“[…] ai vertici di Cosa nostra era arrivata come una trattativa avviata ed arenata. Questo – non solamente questo, certo, ma anche questo – ha comportato una decisione i cui risultati sono negli atti di questo processo”. Così disse nel 1998 il pm Gabriele Chelazzi durante la requisitoria per le stragi del 1993, primo dibattimento.
Non aveva ancora in mano sentenze passate in giudicato né c’era ancora stata la tanto discussa sentenza di Cassazione al boss Francesco Tagliavia, che sanciva l’esistenza della trattativa, ma che la strage di via dei Georgofili fosse stata il risultato di quella “sofisticata tecnica investigativa” – così come è stata definita in tutti questi anni – era indubbio anche per Gabriele Chelazzi già allora.

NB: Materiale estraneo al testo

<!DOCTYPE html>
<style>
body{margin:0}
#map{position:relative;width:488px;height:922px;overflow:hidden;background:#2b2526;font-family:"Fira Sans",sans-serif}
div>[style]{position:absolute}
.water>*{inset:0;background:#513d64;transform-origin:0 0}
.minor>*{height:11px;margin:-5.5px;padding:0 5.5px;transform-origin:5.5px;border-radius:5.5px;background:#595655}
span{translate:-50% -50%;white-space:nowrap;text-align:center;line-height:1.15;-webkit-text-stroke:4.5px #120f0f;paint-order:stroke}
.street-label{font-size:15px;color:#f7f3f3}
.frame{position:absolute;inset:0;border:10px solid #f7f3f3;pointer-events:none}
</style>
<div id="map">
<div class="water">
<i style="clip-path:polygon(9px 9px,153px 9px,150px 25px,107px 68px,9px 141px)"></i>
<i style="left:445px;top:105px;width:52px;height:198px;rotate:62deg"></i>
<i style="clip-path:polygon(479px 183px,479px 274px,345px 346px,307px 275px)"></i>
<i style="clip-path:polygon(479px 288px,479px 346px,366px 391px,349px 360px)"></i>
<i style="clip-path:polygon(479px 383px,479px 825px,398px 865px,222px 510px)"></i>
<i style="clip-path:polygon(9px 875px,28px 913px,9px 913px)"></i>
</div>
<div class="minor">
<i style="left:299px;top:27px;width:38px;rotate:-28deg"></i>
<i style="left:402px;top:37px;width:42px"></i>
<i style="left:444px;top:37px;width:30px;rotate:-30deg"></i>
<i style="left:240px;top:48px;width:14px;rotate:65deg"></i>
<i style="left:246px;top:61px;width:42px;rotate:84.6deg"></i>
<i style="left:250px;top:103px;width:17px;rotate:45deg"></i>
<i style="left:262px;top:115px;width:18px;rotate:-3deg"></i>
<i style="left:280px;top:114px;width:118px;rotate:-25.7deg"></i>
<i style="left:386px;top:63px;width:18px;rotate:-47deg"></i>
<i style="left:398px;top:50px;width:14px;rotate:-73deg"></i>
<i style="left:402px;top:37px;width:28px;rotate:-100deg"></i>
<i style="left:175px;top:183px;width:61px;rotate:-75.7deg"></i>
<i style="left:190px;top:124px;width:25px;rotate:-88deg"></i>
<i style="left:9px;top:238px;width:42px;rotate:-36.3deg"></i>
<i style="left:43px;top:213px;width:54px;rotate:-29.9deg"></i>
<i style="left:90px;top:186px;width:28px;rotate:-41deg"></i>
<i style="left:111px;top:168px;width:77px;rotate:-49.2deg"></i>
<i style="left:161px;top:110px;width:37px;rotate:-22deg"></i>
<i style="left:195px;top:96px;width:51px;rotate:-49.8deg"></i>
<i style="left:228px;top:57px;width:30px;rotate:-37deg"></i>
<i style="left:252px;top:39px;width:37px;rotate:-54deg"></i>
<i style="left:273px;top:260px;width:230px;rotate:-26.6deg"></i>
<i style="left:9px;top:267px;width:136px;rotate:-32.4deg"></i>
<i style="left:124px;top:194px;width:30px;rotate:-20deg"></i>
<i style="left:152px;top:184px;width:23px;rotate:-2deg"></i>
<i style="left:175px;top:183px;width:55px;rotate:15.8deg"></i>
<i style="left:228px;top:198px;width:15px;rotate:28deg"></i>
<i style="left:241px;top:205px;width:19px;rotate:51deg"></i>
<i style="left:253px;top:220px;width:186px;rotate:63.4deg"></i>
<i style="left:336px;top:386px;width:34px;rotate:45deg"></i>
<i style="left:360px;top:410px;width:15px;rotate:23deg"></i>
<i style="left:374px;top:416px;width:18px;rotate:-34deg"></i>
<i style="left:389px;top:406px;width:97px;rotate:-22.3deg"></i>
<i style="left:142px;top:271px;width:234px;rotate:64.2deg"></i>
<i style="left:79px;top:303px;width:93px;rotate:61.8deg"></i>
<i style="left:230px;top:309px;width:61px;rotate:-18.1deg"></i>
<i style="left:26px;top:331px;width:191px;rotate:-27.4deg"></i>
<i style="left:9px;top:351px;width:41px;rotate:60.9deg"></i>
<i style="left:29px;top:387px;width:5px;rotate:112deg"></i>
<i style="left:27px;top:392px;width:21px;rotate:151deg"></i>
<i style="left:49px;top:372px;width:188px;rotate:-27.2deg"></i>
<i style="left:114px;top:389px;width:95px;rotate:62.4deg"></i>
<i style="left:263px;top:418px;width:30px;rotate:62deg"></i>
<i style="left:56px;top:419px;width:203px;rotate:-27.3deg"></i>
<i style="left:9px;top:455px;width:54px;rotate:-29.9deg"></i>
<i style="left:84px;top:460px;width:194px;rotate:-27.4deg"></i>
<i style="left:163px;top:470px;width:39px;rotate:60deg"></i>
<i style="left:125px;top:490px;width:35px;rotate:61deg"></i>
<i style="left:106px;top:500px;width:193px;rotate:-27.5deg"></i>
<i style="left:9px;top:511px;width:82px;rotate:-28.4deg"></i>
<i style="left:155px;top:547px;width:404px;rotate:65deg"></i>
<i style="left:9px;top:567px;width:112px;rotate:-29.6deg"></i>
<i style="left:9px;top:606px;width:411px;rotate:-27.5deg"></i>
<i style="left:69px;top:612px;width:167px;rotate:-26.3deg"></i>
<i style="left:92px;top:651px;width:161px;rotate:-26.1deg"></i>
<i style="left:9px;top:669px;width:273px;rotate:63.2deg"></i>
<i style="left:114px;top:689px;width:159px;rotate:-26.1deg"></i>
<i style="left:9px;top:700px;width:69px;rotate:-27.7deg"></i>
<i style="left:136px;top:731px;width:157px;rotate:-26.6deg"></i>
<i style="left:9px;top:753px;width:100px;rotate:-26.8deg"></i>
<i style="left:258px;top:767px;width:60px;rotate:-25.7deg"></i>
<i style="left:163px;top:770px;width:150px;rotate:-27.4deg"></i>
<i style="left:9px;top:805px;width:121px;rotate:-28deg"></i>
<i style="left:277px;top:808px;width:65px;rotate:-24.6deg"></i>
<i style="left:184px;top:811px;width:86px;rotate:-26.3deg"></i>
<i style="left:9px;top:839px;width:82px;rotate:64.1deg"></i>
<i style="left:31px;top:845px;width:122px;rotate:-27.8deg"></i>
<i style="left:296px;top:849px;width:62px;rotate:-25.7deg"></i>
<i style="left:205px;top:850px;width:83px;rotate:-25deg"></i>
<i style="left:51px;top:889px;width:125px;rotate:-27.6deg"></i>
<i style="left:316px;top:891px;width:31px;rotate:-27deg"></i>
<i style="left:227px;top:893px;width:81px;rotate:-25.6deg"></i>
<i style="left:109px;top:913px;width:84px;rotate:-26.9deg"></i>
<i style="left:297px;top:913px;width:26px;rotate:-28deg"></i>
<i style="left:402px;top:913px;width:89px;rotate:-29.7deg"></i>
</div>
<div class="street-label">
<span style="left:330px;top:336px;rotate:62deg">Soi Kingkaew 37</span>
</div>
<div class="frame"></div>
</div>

E’ d’obbligo la frase “aspettiamo le motivazioni di sentenza”, e la pronunciamo. Ma, dopo 25 anni di battaglie, se non sapessimo ancora perché i nostri figli sono morti vorrebbe dire che non ci siamo dedicati a sufficienza a cercare le prove.
Venticinque anni sono tanti ma la strage è uno di quei reati che non cade mai in prescrizione. Abbiamo tempo, abbiamo eredi e con fede aspettiamo che chi fino a ieri ha cercato mille scuse per non fare il proprio dovere, ora con indagini accurate proceda a rinvio a giudizio dei “concorrenti di Cosa nostra” per la strage di via dei Georgofili e per le stragi del 1993. Indagini inerenti i mandanti oltre Cosa nostra sono state aperte per la terza volta a Firenze, così hanno riportato i quotidiani il 31 ottobre scorso. Noi chiediamo solo un dibattimento: nel bene o nel male abbiamo bisogno di verità.
A chi ha perso i figli sotto il tritolo non si può chiedere di accettare la dicitura “tecniche investigative”.